Selon Bloomberg, la société française Naval Group chargée de construire les sous-marins de classe Attack, s’est dite surprise par cette annulation soudaine.

« La société avait respecté toutes ses obligations contractuelles jusqu’à présent, des prix jusqu’aux délai, en passant par les promesses de production locale en Australie.. Elle s’attendait à des engagements sur 50 ans dans le cadre de ses contrats et elle serait décidée à négocier une indemnité de rupture », ont écrit les auteurs de l’article de Bloomberg le 15 septembre.

« C’était vraiment un coup de poignard dans le dos.
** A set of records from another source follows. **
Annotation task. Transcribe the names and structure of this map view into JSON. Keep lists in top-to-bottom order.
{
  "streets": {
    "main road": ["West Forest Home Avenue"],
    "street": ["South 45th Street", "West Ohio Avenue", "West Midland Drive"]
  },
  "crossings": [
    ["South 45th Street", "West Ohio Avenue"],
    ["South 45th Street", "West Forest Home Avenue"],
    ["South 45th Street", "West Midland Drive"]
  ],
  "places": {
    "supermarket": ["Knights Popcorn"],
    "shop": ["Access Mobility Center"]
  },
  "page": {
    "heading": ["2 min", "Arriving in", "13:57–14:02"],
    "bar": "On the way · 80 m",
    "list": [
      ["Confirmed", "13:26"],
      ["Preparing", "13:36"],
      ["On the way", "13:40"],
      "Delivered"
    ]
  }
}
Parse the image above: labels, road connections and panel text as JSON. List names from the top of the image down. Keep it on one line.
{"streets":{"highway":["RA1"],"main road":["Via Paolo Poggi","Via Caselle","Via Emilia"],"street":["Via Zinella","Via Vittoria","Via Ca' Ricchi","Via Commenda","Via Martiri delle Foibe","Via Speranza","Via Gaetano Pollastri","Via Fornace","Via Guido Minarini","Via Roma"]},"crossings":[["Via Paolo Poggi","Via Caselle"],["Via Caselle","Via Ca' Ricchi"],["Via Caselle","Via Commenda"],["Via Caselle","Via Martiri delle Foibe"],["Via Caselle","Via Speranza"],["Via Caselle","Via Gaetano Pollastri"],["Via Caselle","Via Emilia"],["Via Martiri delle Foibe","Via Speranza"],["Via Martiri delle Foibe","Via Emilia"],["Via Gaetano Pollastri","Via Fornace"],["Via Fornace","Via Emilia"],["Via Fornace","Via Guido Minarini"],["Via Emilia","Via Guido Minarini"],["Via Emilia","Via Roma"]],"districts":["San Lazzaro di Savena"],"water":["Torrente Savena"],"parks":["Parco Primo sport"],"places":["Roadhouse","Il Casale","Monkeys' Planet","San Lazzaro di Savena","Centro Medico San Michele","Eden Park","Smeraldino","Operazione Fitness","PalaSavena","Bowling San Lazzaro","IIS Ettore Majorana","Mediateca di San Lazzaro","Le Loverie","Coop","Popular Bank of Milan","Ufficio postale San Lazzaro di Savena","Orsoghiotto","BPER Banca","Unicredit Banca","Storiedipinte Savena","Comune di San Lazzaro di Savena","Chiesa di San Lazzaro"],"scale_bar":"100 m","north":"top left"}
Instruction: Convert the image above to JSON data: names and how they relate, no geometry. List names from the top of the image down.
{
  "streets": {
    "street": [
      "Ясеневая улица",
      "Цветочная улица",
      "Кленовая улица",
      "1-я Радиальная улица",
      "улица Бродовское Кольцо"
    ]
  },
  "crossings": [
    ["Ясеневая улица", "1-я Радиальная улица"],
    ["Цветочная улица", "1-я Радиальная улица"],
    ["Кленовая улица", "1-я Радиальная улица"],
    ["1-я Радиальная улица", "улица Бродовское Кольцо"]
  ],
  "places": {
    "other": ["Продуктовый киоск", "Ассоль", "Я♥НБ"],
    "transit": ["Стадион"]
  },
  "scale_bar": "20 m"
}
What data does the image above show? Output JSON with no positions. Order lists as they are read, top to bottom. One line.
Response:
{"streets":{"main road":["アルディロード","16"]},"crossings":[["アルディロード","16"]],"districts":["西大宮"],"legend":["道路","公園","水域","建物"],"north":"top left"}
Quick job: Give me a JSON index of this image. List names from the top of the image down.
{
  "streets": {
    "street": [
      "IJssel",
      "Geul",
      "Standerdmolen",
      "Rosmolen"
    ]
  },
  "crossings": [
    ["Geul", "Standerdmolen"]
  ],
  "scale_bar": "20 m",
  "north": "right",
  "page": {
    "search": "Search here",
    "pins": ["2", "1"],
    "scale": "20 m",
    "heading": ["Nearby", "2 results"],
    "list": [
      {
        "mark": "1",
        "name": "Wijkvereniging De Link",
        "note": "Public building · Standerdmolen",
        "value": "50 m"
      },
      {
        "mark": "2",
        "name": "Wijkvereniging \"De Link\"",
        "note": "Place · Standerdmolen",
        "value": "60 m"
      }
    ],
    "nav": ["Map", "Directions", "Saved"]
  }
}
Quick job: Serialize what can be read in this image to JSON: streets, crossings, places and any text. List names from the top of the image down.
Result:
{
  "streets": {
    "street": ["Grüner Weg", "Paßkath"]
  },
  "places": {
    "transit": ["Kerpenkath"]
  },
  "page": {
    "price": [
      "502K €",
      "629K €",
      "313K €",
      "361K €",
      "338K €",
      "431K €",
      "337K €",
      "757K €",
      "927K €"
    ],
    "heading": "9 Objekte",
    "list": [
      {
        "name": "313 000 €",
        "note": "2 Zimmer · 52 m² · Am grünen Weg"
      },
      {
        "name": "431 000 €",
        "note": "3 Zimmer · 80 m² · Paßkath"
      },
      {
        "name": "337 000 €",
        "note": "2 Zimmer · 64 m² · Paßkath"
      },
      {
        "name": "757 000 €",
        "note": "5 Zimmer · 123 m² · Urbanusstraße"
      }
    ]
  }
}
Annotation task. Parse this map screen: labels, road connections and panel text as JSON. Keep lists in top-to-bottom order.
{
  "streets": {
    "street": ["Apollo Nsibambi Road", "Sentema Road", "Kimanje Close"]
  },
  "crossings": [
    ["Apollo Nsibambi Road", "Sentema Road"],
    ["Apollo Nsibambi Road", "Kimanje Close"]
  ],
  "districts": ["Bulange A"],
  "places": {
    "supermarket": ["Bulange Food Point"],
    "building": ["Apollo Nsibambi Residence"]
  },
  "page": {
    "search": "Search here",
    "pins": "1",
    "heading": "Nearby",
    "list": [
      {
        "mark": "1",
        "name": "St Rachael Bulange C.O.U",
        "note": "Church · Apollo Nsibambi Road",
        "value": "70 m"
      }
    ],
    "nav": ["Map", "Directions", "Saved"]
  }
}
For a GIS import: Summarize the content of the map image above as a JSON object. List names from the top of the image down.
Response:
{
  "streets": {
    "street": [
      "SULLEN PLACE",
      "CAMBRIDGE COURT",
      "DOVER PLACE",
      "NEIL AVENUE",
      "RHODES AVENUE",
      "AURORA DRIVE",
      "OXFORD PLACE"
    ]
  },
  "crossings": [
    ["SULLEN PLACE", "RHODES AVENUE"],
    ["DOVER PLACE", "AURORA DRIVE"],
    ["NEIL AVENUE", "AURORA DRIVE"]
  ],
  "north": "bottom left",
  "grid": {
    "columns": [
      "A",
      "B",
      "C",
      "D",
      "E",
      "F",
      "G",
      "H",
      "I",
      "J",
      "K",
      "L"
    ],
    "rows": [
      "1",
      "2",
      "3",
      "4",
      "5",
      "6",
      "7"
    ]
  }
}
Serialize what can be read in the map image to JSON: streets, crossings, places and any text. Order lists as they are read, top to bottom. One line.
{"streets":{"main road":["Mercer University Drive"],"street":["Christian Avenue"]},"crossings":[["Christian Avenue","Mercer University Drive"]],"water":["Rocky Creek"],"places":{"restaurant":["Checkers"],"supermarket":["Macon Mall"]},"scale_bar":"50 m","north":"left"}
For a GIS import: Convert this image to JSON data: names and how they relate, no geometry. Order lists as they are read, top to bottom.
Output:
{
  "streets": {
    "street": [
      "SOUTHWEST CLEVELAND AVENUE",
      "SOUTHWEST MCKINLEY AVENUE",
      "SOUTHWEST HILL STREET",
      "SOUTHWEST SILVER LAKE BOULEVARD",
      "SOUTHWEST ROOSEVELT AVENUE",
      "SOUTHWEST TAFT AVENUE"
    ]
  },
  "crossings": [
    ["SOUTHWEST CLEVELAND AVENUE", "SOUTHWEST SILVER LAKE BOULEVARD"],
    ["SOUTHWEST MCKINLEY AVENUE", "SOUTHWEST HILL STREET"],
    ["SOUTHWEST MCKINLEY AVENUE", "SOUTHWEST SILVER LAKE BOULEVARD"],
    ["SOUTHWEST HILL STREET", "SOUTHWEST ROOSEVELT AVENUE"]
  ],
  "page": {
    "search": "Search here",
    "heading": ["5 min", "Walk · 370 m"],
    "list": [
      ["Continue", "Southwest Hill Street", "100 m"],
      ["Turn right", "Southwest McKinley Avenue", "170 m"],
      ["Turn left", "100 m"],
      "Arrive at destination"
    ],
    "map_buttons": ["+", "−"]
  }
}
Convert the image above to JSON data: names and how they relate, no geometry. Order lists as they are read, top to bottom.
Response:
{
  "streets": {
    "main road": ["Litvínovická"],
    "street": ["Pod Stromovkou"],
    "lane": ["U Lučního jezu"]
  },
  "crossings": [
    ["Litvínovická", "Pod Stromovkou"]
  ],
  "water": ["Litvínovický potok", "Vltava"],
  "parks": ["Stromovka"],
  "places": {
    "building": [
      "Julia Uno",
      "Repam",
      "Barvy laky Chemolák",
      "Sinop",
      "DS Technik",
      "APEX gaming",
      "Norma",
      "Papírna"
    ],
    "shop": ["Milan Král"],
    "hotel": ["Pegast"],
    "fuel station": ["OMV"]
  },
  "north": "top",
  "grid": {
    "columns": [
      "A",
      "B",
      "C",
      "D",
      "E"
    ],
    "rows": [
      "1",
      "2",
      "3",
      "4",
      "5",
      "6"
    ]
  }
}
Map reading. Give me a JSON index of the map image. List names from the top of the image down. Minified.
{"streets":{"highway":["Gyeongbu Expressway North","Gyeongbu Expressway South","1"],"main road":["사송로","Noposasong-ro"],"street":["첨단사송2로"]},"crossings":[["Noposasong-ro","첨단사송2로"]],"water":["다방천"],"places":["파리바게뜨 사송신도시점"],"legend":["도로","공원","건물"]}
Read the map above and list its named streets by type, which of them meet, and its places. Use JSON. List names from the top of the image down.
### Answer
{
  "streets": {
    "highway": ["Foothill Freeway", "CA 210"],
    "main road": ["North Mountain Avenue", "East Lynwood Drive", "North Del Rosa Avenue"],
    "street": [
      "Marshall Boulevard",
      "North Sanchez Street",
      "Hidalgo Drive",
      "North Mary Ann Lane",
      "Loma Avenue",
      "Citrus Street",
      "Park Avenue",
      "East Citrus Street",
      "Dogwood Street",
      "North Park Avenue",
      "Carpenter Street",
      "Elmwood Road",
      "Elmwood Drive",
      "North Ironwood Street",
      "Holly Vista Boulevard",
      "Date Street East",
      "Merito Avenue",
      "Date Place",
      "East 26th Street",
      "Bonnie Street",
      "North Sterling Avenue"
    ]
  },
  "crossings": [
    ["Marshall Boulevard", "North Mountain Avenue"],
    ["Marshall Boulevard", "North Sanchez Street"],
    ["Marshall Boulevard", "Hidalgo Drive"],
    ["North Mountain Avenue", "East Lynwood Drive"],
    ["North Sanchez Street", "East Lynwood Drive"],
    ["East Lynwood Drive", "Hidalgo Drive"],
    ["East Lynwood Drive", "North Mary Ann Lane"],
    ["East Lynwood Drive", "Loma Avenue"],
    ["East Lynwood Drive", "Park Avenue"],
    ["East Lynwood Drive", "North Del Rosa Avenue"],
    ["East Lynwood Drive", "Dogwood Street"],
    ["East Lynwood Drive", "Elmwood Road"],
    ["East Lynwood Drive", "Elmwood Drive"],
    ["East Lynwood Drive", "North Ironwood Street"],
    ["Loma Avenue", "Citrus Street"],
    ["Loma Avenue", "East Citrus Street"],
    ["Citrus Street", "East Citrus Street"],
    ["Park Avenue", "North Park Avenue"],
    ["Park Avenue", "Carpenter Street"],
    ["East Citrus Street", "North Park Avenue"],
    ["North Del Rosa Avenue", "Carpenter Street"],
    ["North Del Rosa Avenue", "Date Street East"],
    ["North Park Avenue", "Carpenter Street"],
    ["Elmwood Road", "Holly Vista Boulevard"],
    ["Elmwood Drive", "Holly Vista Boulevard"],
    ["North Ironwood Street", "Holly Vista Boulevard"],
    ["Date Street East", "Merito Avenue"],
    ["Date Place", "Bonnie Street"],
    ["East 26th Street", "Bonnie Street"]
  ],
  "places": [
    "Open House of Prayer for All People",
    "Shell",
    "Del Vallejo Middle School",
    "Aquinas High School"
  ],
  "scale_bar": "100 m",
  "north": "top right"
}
Nous avons construit une relation de confiance avec l’Australie, et cette confiance a été trahie », a déclaré Jean-Yves Le Drian sur la radio France-Info.

Jacinda Ardern : aucun sous-marin nucléaire australien n’est autorisé dans les eaux néo-zélandaises

La première ministre néo-zélandaise, Jacinda Ardern, a apporté un soutien modéré au pacte AUKUS, tout en déclarant lors d’une conférence de presse le 16 septembre que les navires nucléaires australiens ne seraient pas les bienvenus dans les eaux territoriales ou les ports néo-zélandais.

Le pays n’autorise pas la plupart des navires à propulsion nucléaire dans ses eaux, une politique qui, selon Jacinda Ardern, « reste inchangée ». Elle a fait remarquer que les relations entre la Nouvelle-Zélande et l’Australie dans le cadre du pacte ANZUS actuel n’étaient pas affectées par le nouvel arrangement trilatéral avec Londres et Washington.

En 1984, la Nouvelle-Zélande a interdit les navires nucléaires sur son territoire, mais a levé cette interdiction pour les navires de guerre américains en 2012. En 1987, elle a interdit toutes les armes nucléaires sur son territoire, une mesure qui a conduit les États-Unis à abandonner leurs obligations au titre de l’ANZUS.

Ni l’Australie ni la Nouvelle-Zélande n’ont d’industrie nucléaire nationale, bien que l’Australie possède d’importants gisements d’uranium.

Le traité AUKUS est susceptible de diminuer l’importance d’ANZUS, selon les experts.